* Records provided
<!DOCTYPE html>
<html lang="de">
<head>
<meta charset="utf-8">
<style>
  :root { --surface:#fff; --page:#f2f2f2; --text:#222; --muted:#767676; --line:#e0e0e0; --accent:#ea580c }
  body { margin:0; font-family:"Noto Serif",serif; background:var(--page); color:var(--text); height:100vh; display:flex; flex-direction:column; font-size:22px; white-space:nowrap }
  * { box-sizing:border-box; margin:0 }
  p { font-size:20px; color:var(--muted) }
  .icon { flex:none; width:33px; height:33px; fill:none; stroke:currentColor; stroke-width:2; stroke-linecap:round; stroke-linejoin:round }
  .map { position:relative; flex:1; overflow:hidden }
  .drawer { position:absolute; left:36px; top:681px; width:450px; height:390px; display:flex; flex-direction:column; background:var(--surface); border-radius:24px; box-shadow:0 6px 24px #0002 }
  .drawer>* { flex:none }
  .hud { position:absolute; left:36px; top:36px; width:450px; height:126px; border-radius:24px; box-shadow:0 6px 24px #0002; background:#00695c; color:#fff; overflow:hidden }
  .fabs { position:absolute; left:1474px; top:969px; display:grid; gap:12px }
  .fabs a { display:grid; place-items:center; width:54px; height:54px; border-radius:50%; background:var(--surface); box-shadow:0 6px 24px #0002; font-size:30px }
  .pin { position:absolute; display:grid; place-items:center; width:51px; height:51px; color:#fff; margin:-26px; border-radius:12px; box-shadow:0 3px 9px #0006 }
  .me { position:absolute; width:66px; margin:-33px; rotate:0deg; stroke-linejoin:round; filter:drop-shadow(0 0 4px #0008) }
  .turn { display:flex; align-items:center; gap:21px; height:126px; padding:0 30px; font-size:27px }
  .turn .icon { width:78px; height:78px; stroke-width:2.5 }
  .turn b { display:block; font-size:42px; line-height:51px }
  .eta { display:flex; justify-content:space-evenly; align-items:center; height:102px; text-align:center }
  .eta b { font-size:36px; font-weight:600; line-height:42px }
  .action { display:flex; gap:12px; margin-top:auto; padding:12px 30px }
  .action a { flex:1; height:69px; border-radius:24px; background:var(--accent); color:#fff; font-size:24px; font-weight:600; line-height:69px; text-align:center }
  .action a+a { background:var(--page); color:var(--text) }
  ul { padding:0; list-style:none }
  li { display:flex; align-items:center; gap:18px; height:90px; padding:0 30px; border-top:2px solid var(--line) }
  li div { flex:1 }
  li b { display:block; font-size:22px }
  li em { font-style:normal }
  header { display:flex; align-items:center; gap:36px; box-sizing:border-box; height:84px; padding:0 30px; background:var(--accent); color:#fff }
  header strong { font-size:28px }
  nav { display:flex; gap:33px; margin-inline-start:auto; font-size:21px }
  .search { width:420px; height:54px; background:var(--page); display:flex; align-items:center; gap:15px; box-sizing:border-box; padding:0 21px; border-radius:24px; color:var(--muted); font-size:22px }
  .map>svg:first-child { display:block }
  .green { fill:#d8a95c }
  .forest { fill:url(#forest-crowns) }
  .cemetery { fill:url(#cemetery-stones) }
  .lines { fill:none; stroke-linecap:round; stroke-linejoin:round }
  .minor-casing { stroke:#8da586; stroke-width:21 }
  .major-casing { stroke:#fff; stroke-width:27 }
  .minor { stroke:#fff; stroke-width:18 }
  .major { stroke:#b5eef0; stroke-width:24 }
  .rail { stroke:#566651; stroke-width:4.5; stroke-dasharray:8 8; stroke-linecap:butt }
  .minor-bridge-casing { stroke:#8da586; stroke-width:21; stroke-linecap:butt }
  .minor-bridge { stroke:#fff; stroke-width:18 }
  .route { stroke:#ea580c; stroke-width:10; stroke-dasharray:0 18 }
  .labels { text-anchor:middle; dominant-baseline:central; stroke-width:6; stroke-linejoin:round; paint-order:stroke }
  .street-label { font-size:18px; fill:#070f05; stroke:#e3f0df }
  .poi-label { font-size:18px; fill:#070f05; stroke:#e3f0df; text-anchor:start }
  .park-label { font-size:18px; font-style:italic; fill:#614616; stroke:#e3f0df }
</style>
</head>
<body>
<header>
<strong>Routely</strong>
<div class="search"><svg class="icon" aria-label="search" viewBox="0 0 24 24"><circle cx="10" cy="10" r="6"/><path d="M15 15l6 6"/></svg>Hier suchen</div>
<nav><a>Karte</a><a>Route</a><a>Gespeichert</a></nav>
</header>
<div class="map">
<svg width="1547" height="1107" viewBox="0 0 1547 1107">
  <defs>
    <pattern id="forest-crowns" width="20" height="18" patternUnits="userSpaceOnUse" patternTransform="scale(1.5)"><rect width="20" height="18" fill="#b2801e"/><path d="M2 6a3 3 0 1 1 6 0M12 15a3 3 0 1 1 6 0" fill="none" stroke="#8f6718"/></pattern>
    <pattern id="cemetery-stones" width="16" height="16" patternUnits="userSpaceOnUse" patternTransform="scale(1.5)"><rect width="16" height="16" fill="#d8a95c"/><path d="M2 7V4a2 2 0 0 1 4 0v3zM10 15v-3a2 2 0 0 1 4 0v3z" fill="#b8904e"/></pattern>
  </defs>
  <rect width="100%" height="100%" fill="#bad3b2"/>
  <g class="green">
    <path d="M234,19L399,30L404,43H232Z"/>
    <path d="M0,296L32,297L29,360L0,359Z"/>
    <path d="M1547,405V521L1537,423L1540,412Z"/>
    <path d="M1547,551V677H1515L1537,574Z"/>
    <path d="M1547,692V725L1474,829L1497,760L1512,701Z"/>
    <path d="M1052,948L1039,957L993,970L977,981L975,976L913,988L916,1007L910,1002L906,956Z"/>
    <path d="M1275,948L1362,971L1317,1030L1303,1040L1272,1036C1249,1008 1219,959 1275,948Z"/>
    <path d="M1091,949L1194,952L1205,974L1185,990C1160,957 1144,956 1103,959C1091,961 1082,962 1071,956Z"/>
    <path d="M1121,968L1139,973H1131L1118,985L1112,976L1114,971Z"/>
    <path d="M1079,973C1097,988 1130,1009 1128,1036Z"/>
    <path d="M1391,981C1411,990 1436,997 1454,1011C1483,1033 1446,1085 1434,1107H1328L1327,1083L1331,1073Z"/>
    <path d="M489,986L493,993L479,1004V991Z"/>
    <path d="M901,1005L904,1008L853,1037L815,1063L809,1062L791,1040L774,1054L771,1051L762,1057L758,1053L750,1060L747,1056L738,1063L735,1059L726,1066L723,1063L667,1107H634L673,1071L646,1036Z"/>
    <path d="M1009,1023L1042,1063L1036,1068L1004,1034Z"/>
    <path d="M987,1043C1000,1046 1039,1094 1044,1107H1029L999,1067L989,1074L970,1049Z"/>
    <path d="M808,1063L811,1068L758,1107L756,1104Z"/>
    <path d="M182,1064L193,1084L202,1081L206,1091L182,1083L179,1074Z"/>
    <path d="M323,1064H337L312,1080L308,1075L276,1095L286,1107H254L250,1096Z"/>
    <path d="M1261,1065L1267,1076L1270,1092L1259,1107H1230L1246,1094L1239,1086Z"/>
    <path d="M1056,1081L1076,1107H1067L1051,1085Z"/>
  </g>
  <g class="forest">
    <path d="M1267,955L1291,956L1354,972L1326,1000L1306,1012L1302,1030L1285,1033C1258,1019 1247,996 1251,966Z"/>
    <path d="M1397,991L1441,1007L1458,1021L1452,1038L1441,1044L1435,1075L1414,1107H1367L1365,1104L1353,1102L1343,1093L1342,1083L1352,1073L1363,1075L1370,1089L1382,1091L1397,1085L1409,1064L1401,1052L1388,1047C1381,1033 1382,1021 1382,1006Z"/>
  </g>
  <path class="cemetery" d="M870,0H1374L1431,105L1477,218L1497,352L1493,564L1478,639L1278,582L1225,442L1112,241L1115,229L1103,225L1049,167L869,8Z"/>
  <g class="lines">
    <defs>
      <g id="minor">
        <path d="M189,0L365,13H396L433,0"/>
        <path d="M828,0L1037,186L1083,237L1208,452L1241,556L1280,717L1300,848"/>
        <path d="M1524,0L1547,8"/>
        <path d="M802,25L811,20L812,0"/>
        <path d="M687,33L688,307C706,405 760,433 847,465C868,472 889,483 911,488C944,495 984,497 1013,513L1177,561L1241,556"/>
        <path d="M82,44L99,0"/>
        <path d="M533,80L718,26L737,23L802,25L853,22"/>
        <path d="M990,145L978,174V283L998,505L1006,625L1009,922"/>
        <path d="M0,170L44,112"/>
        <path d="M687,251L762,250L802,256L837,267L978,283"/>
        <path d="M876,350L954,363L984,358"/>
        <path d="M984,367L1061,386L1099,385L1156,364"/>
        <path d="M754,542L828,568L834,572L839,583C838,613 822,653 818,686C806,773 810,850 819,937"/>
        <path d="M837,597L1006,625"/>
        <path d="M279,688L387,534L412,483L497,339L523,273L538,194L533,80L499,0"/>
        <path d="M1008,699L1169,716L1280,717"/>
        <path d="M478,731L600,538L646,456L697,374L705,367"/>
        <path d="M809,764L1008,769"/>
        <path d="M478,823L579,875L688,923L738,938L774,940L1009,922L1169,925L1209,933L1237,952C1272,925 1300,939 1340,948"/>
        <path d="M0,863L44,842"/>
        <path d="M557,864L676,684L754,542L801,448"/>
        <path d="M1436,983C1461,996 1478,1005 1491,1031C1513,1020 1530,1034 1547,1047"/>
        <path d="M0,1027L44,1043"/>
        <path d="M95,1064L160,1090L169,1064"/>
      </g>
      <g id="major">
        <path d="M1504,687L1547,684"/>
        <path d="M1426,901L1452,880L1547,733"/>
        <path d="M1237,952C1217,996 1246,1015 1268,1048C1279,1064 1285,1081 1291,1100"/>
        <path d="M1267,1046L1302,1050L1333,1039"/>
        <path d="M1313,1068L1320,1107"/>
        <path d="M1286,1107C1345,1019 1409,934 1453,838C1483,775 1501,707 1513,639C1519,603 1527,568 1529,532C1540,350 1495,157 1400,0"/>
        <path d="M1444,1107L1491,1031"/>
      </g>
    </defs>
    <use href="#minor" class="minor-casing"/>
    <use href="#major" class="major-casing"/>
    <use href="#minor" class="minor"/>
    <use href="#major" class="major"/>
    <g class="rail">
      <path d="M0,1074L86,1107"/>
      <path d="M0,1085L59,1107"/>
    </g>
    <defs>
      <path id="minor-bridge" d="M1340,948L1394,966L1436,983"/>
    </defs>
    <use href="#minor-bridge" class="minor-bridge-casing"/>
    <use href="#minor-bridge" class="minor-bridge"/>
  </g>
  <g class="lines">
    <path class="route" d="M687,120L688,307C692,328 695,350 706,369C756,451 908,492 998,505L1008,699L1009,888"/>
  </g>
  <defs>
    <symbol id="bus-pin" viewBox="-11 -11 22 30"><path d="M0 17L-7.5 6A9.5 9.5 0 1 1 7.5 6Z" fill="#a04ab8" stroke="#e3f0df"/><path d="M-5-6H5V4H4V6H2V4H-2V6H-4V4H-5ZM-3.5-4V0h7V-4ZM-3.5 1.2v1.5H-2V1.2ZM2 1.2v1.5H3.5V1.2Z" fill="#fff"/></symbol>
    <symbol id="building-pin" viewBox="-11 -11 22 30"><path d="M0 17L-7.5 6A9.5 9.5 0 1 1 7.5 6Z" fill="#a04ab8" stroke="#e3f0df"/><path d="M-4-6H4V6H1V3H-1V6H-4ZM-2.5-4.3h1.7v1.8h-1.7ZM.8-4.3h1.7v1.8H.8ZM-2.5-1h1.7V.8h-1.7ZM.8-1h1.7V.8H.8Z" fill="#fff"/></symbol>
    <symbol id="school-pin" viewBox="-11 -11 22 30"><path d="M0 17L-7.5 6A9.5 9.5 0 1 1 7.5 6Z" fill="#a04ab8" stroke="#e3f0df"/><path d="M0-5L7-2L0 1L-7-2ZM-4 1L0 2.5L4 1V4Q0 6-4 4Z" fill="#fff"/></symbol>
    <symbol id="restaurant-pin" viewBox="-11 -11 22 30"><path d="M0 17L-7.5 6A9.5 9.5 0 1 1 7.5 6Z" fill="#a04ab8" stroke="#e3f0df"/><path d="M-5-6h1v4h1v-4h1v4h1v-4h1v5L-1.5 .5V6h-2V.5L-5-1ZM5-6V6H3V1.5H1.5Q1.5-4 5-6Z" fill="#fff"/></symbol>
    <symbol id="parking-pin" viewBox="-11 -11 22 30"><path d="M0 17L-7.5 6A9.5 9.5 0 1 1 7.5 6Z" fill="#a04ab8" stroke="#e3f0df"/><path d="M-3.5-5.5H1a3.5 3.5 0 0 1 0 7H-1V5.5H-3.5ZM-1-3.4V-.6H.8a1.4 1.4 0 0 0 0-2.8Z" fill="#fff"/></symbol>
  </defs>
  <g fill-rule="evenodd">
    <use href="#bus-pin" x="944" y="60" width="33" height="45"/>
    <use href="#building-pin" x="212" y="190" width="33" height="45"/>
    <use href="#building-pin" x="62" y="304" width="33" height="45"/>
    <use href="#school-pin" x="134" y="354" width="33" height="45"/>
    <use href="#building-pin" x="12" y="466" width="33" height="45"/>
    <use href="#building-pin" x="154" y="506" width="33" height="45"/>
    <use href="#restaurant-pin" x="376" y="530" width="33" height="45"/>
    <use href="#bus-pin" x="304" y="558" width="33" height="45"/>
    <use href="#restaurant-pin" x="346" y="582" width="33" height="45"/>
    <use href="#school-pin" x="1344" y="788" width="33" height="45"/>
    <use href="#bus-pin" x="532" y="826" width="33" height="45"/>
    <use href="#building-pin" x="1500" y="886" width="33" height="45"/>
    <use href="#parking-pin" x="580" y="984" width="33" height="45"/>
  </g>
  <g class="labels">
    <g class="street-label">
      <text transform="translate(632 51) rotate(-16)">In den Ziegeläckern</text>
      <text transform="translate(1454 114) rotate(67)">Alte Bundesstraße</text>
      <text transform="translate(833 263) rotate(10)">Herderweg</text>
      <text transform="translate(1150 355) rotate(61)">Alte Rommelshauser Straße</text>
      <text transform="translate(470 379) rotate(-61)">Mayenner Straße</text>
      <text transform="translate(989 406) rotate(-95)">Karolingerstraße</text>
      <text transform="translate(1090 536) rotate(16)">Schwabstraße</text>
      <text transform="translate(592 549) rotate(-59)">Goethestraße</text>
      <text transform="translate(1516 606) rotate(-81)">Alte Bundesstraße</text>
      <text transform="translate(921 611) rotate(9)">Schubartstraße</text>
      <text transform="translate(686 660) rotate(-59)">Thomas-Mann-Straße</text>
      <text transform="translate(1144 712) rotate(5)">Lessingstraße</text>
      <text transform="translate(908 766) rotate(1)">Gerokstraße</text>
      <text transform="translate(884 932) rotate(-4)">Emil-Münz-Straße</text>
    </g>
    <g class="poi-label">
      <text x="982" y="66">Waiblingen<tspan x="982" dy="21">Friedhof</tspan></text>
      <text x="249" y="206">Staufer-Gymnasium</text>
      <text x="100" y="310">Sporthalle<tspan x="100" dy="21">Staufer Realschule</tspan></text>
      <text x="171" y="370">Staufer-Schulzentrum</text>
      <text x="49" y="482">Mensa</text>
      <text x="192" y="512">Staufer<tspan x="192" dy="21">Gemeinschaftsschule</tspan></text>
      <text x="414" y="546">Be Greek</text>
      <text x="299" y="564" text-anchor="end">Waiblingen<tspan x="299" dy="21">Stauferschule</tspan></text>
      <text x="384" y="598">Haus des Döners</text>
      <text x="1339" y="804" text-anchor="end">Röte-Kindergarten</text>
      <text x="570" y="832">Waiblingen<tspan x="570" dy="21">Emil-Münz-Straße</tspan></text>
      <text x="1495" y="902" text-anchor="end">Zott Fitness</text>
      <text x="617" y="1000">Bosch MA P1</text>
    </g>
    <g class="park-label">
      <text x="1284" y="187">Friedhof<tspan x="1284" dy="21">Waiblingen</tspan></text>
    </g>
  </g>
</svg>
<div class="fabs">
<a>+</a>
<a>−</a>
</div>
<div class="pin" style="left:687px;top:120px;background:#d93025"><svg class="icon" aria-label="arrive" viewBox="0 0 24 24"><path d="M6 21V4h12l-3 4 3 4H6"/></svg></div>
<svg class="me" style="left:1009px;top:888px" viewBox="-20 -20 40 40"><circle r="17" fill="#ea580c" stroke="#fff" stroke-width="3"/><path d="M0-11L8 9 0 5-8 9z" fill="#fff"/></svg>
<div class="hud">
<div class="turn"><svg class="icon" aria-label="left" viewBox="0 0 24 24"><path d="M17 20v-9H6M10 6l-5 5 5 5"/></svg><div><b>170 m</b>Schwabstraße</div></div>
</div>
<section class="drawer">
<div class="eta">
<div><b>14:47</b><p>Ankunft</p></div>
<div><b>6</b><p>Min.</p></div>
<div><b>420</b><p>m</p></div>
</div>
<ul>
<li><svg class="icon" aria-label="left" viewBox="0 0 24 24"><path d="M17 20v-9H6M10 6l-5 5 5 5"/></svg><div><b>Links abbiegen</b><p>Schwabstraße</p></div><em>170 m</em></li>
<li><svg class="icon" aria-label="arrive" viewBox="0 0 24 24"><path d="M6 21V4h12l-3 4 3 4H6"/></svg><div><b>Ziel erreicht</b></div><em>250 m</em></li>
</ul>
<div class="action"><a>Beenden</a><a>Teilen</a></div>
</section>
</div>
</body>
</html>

* Assignment
Show each line of the listing that holds the string "body".

* Solution to this exercise
  body { margin:0; font-family:"Noto Serif",serif; background:var(--page); color:var(--text); height:100vh; display:flex; flex-direction:column; font-size:22px; white-space:nowrap }
<body>
</body>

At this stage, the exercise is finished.